Why Parents in Split Families Shouldn't Lose Their First Amendment Rights To Talk to Their Children:

Many defenses of child custody decisions based on parents' speech and religion acknowledge that parents in intact families have broad rights to speak to their children free of government restraint (see PDF pages 43-53 of this article), but argue that in split families this is different. I think this is wrong, as I argued at length in my NYU article; but I thought I'd excerpt some of my arguments here, in a somewhat abridged form.

1. Surrender of Parental Rights: Some argue that parents in split families lose some of their constitutional rights: "In matters of custody, the family unit has already been dissolved, and that dissolution is accompanied by a weakening of the shield constructed against state intervention. A parent cannot flaunt the banner of religious freedom and family sanctity when he himself has abrogated that unity."
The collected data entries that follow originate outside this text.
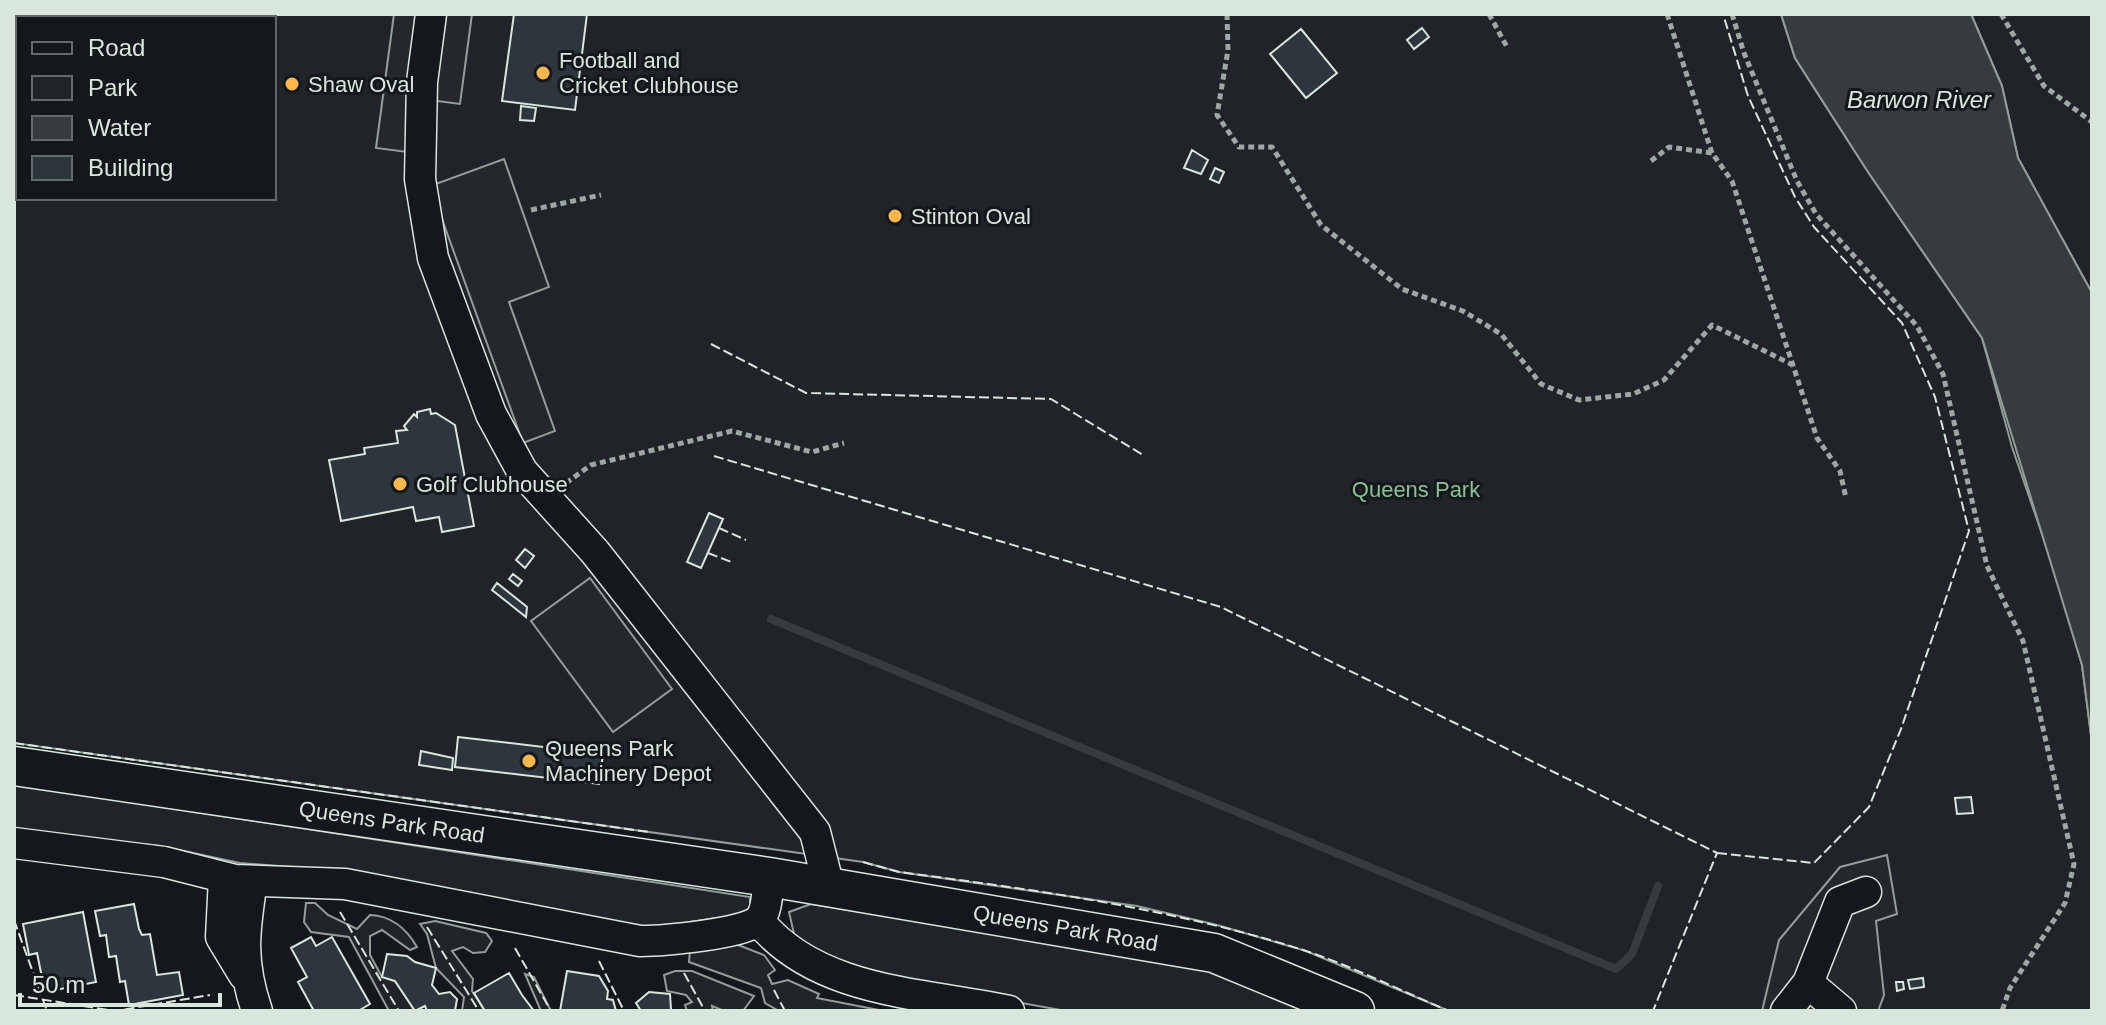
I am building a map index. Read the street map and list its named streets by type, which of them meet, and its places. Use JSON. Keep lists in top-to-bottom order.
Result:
{
  "streets": {
    "main road": ["Queens Park Road"]
  },
  "water": ["Barwon River"],
  "parks": ["Queens Park"],
  "places": [
    "Football and Cricket Clubhouse",
    "Shaw Oval",
    "Stinton Oval",
    "Golf Clubhouse",
    "Queens Park Machinery Depot"
  ],
  "legend": [
    "Road",
    "Park",
    "Water",
    "Building"
  ],
  "scale_bar": "50 m"
}
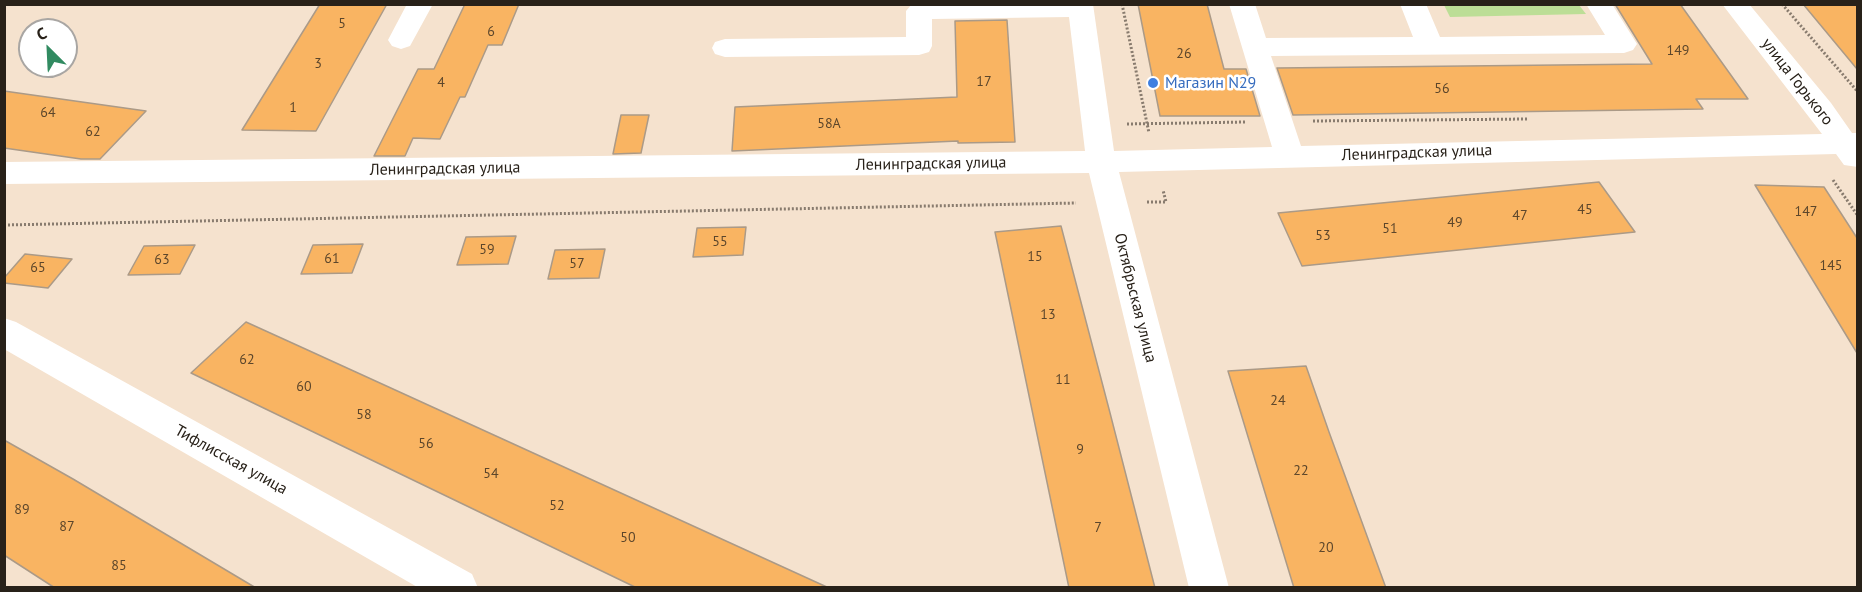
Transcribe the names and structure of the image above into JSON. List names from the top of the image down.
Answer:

Each parent's right to live with a child, and to control the child's upbringing, must indeed yield in some measure when the parents split up. The child can't physically be in two separate households at once; and if the parents are hostile enough to each other, they can't make joint decisions about the child's life.

But it doesn't follow that parents' First Amendment rights must likewise yield. Parents' individual rights to speak to their children (and to practice their religions by speaking to them) can still be fully exercised after the parents break up. The parent may no longer be able to rely on the sanctity of the family as a unit, but he may rely on the sanctity of his own constitutional rights. The government must intervene to some extent when a family breaks up, but there's no inherent reason that it must intervene in the parents' speech.

Nor has the parent's conduct somehow waived the right. First, child custody speech restrictions may be imposed on a parent even when the family's unity was abrogated by the other parent: The law here doesn't distinguish the leaving parent from the one who gets left.

Second, even when a parent seeks the divorce, it hardly follows that the government may require the parent to waive his constitutional rights as a condition of getting that divorce. That's true for First Amendment rights generally (or for that matter Fourth Amendment or other rights); it's presumptively equally true for First Amendment rights to speak to one's children.

2. Best Interests Above All: Child custody speech restrictions also can't be justified simply by arguing that protecting a child's best interests is so important that it trumps any First Amendment rights.

Parent-child speech is protected in intact families even when it may undermine the child's best interests. And this is so even though parental teaching of bad ideologies in intact families can sometimes be more harmful than the same speech in split families: If the parents are divorced, one parent might counteract whatever harmful ideology the other parent is teaching, or at least each parent's authority might be decreased because the parent has less time with the child. But if the parents are still together, they're more likely to teach the child the same message; the child will be even more within their ideological control; and the child's best interests would be even more hurt by the bad teachings.

Thus, proponents of child custody speech restrictions must say something more: They need to explain why the same interest that is inadequate to restrict speech in intact families becomes adequate when the family is split.

3. Need to Decide Accurately: One possible "something more" is that in split families, the judge has been called in, and some custody decision must be made. The court should therefore make the most accurate decision it can, the argument would go, by considering all the relevant evidence, including the parent's likely future speech.